PROBLEM: Only those lines running from the line that contains "For a GIS import: Give" through the end of the material are to be written out, each exactly as shown.

RECORDS PROVIDED:

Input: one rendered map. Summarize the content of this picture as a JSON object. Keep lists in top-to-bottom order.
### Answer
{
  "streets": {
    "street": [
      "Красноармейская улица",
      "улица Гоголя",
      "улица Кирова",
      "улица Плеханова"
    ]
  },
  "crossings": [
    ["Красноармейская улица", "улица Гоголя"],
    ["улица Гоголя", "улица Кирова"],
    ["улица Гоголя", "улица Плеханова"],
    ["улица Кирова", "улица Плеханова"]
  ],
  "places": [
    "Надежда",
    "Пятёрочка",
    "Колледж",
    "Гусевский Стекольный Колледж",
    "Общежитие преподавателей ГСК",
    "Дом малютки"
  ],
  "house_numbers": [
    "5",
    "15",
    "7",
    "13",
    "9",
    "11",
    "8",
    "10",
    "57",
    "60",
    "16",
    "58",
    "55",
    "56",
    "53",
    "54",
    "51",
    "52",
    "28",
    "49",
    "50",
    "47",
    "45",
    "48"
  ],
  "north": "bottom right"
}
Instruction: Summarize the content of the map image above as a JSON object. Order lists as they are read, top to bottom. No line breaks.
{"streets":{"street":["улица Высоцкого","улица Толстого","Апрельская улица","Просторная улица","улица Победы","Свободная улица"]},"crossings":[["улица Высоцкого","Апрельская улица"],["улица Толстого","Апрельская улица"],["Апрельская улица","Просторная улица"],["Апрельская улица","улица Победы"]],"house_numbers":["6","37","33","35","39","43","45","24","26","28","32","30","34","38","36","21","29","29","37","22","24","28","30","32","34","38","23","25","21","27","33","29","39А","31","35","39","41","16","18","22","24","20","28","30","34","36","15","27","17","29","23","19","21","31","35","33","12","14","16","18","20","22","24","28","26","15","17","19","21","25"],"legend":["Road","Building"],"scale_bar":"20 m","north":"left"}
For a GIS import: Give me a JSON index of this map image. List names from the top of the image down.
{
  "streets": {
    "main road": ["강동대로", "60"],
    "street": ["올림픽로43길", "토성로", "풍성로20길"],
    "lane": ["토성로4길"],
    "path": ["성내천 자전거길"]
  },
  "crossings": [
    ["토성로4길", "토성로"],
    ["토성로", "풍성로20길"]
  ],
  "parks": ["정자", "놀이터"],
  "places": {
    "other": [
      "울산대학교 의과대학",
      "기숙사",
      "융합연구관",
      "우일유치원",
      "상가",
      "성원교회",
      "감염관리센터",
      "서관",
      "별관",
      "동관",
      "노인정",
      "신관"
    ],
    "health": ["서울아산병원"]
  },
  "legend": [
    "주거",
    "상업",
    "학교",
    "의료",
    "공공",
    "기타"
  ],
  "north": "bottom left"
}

SOLUTION:
For a GIS import: Give me a JSON index of this map image. List names from the top of the image down.
{
  "streets": {
    "main road": ["강동대로", "60"],
    "street": ["올림픽로43길", "토성로", "풍성로20길"],
    "lane": ["토성로4길"],
    "path": ["성내천 자전거길"]
  },
  "crossings": [
    ["토성로4길", "토성로"],
    ["토성로", "풍성로20길"]
  ],
  "parks": ["정자", "놀이터"],
  "places": {
    "other": [
      "울산대학교 의과대학",
      "기숙사",
      "융합연구관",
      "우일유치원",
      "상가",
      "성원교회",
      "감염관리센터",
      "서관",
      "별관",
      "동관",
      "노인정",
      "신관"
    ],
    "health": ["서울아산병원"]
  },
  "legend": [
    "주거",
    "상업",
    "학교",
    "의료",
    "공공",
    "기타"
  ],
  "north": "bottom left"
}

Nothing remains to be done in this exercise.